# Difficulty Binning Analysis with Real Data

This notebook explores the current difficulty binning algorithm used in the songbook generator and visualizes how it behaves with real song data from Google Drive.

## Current Algorithm Overview

The current binning logic (from `generator/worker/difficulty.py`) uses a **relative approach**:

1. Find the minimum difficulty value among all songs
2. Use a hardcoded maximum of 5.0
3. Normalize all difficulties to a 0-1 range: `(difficulty - min) / (5.0 - min)`
4. Digitize into bins using `np.linspace(0, 1, num_bins + 1)`

This means that bin assignments are **relative to the current song selection** - the same song can be assigned different bins depending on what other songs are included.

## Goals

- Visualize how the current algorithm distributes real songs from Google Drive into bins
- Explore how bin assignments change with different real song selections
- Compare the relative approach with possible absolute schemes using real data
- Identify inconsistencies and edge cases in the live songbook collection

## Prerequisites

This notebook requires Google Cloud authentication with service account impersonation permissions. Ensure you have:
1. Authenticated with `gcloud auth application-default login`
2. Permission to impersonate the songbook-generator service account
3. Access to the Google Drive folder containing song sheets


In [None]:
# Standard library imports
import sys
import warnings
from pathlib import Path
from typing import List

# Data manipulation and visualization
import numpy as np
import pandas as pd
import matplotlib.pyplot as plt
import seaborn as sns
from IPython.display import display
import ipywidgets as widgets
from ipywidgets import interactive

# Add the project root to the Python path so we can import from generator
project_root = Path().absolute().parent
if str(project_root) not in sys.path:
    sys.path.insert(0, str(project_root))

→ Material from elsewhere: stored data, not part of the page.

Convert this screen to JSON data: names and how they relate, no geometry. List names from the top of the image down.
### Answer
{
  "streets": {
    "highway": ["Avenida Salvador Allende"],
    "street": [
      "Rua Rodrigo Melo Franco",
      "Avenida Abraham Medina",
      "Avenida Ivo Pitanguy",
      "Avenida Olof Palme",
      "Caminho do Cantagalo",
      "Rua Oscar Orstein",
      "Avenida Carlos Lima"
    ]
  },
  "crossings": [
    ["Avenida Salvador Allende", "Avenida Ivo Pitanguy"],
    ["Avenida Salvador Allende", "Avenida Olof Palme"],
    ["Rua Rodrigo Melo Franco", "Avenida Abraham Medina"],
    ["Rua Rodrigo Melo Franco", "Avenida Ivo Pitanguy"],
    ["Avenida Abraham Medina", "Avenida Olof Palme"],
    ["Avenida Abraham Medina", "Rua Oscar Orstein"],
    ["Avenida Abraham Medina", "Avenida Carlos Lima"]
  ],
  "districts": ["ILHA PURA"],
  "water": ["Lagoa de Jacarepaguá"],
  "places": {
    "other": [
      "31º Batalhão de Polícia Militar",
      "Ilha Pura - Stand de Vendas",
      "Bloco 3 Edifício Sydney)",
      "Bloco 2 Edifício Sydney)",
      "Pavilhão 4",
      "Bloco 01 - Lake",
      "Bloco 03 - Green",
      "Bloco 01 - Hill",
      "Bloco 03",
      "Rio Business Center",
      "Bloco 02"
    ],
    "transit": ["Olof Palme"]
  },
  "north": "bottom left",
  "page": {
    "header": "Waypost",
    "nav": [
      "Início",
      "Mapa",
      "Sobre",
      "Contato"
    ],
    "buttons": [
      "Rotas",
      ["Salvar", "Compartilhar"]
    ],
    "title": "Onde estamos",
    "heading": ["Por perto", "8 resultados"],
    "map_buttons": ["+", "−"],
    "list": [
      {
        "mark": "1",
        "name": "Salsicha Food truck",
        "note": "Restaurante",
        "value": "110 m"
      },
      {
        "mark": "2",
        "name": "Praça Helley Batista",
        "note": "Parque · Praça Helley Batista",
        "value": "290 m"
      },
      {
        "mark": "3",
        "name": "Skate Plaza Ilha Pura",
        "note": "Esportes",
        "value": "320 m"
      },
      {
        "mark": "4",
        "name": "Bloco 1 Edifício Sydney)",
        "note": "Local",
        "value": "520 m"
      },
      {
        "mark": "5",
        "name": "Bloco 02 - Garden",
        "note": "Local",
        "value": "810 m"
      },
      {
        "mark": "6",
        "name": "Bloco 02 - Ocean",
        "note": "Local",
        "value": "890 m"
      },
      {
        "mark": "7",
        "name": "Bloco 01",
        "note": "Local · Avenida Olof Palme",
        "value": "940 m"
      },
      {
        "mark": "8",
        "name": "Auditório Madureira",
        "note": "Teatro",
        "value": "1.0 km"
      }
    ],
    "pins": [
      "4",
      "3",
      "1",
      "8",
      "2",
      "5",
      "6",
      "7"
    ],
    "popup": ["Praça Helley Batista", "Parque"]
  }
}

# Suppress warnings for cleaner output
warnings.filterwarnings("ignore")

# Set up matplotlib for better plots
plt.rcParams["figure.figsize"] = (12, 6)
plt.rcParams["font.size"] = 10
sns.set_style("whitegrid")
sns.set_palette("husl")

print("✅ Imports completed successfully")

In [None]:
# Import project modules
from generator.worker.difficulty import assign_difficulty_bins
from generator.worker.models import File
from generator.common.gdrive import GoogleDriveClient
from generator.common.config import get_settings
from generator.worker.pdf import init_services

print("✅ Project modules imported successfully")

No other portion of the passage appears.